EXERCISE DATA section start

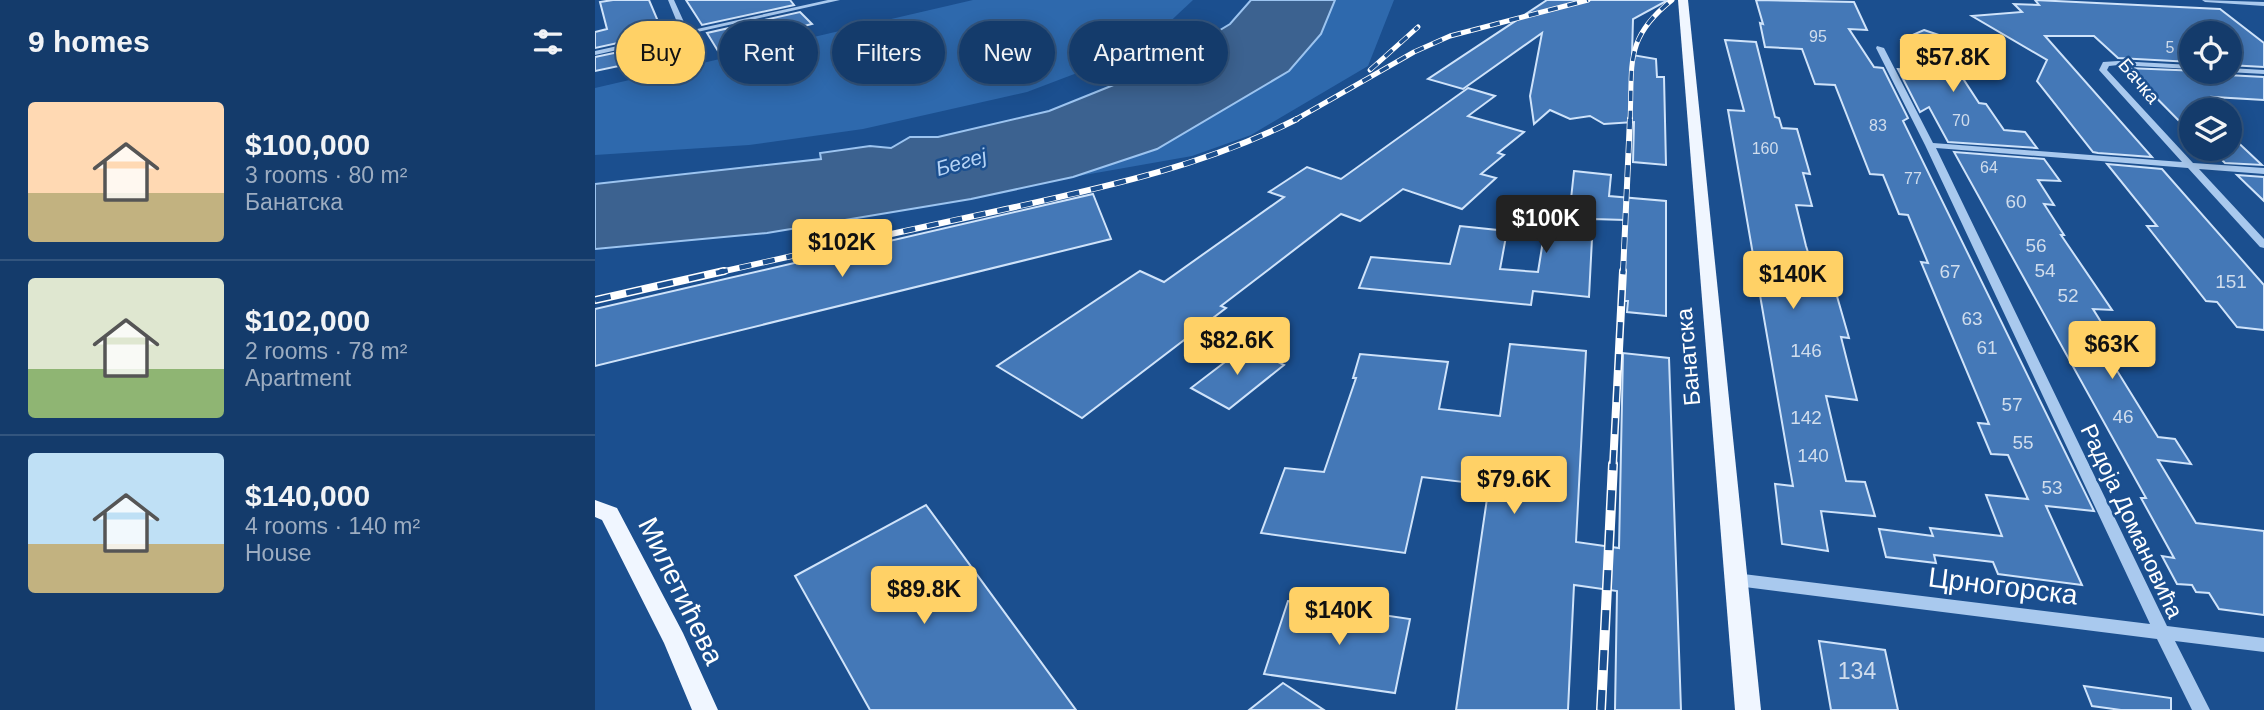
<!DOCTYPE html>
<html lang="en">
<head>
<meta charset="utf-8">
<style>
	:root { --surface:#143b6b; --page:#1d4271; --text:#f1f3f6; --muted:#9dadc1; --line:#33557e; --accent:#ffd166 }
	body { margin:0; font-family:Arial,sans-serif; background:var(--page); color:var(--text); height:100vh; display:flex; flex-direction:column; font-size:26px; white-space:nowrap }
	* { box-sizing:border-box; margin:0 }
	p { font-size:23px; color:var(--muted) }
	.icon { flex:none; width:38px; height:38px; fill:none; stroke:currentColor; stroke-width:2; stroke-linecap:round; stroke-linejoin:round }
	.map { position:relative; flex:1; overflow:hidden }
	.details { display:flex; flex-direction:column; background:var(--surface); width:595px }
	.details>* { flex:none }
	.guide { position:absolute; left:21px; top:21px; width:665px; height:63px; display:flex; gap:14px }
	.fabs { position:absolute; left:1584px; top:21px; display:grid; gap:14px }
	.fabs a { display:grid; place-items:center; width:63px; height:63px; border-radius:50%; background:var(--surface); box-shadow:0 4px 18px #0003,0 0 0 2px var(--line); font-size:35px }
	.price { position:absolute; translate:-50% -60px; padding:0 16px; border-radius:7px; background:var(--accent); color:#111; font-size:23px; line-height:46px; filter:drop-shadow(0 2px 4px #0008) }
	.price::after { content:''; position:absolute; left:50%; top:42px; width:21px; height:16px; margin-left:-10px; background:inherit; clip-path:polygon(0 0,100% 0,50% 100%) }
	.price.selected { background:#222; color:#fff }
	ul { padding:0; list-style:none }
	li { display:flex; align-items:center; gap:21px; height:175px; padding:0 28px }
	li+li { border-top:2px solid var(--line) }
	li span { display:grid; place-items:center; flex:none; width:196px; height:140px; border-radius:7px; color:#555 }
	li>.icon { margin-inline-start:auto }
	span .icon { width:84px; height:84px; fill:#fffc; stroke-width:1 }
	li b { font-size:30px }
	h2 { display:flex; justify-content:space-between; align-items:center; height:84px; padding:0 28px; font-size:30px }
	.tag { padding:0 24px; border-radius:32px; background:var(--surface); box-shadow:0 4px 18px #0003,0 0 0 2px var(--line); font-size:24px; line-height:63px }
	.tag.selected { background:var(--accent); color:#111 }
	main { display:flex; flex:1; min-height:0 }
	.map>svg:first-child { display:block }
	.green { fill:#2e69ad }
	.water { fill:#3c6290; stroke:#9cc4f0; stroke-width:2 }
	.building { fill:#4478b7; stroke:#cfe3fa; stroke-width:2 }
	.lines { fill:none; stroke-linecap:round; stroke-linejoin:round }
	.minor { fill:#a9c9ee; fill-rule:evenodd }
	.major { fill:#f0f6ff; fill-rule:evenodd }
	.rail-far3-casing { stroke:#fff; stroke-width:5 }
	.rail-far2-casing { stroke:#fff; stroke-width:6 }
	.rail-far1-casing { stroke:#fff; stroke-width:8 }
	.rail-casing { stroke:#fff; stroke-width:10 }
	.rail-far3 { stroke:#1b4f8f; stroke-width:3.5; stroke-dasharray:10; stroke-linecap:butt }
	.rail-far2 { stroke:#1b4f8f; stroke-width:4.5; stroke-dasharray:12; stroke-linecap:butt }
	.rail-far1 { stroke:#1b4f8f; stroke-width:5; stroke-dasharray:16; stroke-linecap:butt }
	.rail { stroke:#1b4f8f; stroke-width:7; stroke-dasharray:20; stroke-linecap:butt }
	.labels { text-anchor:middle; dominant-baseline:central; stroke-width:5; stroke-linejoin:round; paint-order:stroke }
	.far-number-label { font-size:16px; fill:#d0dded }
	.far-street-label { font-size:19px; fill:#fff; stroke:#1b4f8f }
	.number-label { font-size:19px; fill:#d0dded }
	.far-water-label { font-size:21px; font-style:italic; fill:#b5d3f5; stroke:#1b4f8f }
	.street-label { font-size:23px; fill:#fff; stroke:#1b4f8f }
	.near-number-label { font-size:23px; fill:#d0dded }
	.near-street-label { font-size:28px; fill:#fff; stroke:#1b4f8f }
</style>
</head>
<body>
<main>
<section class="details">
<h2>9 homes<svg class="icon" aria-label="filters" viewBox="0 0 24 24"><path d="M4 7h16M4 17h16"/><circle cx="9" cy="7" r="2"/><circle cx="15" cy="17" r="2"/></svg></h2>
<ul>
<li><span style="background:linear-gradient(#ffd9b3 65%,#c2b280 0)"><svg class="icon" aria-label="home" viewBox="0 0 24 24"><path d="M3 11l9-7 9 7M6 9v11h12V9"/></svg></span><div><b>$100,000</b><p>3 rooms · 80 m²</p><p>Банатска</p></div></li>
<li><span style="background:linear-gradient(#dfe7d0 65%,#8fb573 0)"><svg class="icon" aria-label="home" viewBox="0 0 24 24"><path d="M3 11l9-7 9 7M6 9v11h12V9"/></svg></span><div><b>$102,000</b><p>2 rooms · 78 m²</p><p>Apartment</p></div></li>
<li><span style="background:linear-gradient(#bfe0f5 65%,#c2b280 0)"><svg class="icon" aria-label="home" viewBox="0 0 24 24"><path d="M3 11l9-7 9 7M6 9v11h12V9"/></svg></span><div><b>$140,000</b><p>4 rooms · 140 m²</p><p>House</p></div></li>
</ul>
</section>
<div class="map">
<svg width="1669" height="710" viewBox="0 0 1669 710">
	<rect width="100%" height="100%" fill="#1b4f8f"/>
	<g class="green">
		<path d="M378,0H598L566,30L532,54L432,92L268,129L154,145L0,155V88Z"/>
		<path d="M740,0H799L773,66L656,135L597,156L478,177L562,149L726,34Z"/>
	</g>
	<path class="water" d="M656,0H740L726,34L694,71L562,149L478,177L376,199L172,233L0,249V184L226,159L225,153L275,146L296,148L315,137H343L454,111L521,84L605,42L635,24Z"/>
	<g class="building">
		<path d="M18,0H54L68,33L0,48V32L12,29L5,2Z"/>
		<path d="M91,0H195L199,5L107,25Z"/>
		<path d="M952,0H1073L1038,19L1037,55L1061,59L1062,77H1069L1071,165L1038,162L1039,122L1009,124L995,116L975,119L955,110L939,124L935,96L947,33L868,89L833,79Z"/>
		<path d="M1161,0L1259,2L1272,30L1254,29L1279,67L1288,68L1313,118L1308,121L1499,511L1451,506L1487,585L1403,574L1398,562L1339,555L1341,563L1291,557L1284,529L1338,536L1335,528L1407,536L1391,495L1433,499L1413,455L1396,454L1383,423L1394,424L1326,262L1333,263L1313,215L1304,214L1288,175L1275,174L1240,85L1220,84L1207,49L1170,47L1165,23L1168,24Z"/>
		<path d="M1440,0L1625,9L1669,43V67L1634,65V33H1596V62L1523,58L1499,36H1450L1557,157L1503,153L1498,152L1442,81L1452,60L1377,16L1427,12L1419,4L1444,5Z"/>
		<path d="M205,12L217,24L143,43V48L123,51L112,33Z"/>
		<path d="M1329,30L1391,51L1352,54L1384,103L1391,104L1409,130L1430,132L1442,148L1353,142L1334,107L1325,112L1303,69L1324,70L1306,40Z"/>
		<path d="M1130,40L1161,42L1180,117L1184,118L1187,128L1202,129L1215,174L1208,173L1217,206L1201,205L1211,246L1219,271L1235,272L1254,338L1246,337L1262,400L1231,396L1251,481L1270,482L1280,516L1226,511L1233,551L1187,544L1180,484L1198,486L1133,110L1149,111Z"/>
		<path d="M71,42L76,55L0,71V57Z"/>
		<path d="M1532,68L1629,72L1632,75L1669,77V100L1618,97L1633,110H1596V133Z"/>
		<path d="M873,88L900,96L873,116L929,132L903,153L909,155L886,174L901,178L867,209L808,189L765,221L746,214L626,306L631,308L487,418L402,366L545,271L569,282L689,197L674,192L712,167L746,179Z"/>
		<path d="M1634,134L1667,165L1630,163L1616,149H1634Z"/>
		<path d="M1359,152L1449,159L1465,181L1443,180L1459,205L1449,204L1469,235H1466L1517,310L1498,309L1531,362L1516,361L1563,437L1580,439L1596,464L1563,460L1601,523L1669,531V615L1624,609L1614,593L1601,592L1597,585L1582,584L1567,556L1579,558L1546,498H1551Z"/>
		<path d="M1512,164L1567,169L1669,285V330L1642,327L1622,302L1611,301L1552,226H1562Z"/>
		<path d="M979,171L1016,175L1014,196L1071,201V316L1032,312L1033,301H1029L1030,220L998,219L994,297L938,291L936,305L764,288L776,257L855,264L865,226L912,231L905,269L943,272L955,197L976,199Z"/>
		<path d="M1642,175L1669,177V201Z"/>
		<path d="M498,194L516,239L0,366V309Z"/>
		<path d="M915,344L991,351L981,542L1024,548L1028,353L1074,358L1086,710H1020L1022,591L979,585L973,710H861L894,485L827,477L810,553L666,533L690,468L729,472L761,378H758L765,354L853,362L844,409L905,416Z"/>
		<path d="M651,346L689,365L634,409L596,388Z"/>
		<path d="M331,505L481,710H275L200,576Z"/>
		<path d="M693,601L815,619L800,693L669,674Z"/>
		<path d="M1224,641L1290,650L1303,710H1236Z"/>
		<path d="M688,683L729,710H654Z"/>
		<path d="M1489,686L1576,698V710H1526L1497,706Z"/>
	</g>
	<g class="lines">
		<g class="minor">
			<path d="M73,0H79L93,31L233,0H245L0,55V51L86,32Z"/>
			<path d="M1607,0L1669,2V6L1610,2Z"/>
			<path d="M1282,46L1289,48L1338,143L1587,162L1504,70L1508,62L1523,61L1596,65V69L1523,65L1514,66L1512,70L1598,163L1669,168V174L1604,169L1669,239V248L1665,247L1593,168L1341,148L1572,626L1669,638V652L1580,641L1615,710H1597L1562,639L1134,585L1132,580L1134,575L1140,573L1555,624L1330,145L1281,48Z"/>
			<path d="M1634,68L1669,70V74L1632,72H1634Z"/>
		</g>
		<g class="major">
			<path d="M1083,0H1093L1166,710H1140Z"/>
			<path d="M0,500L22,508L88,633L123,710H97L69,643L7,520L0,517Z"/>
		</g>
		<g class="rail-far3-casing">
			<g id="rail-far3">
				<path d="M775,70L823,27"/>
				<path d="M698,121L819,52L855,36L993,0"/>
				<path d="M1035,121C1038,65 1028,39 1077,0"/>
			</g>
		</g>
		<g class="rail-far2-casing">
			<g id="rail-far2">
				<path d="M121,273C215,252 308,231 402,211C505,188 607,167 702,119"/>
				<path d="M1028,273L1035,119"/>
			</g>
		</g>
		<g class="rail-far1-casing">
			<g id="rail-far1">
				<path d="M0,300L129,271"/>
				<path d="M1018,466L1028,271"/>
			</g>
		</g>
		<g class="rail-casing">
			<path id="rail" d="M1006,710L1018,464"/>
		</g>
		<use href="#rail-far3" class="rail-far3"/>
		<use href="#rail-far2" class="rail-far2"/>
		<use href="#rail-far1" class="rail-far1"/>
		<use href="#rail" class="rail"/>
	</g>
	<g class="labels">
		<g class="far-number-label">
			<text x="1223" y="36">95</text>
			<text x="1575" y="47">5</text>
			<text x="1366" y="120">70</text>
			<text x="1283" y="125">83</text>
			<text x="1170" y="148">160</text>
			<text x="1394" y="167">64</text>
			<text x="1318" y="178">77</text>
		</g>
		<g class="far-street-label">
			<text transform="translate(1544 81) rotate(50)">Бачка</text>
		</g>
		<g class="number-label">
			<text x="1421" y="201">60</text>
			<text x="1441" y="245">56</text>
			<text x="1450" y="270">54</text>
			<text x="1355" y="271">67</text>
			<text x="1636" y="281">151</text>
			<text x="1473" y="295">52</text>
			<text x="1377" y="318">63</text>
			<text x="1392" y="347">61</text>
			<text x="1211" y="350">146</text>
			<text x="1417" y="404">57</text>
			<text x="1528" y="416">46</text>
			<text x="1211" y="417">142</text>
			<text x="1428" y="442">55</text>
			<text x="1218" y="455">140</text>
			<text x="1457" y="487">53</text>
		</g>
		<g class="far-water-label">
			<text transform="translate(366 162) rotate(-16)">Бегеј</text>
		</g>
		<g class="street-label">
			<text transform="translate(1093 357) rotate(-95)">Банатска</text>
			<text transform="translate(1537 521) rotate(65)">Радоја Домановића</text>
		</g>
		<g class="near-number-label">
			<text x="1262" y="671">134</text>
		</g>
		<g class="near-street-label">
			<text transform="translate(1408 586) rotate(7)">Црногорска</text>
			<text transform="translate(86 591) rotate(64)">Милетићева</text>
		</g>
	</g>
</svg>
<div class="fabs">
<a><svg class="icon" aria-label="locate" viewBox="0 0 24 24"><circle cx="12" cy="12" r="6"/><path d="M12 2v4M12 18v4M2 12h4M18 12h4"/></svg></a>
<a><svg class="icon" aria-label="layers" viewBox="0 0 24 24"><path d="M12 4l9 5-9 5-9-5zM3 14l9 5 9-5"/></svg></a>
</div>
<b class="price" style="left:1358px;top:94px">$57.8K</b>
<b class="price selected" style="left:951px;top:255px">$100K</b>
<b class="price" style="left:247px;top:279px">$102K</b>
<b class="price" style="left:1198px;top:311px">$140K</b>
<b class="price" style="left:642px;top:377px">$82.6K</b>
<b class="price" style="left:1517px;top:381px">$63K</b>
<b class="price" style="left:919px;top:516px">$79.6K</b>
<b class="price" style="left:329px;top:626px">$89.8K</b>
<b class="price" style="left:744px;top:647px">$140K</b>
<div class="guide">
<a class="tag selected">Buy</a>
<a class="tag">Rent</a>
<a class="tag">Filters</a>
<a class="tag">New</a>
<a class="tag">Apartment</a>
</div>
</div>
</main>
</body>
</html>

EXERCISE DATA section end

_HOW TO COMPLETE THIS TASK:_ Where does "linejoin" occur in the data? Copy each line that has it.

_SOLUTION TO THE EXERCISE:_
	.icon { flex:none; width:38px; height:38px; fill:none; stroke:currentColor; stroke-width:2; stroke-linecap:round; stroke-linejoin:round }
	.lines { fill:none; stroke-linecap:round; stroke-linejoin:round }
	.labels { text-anchor:middle; dominant-baseline:central; stroke-width:5; stroke-linejoin:round; paint-order:stroke }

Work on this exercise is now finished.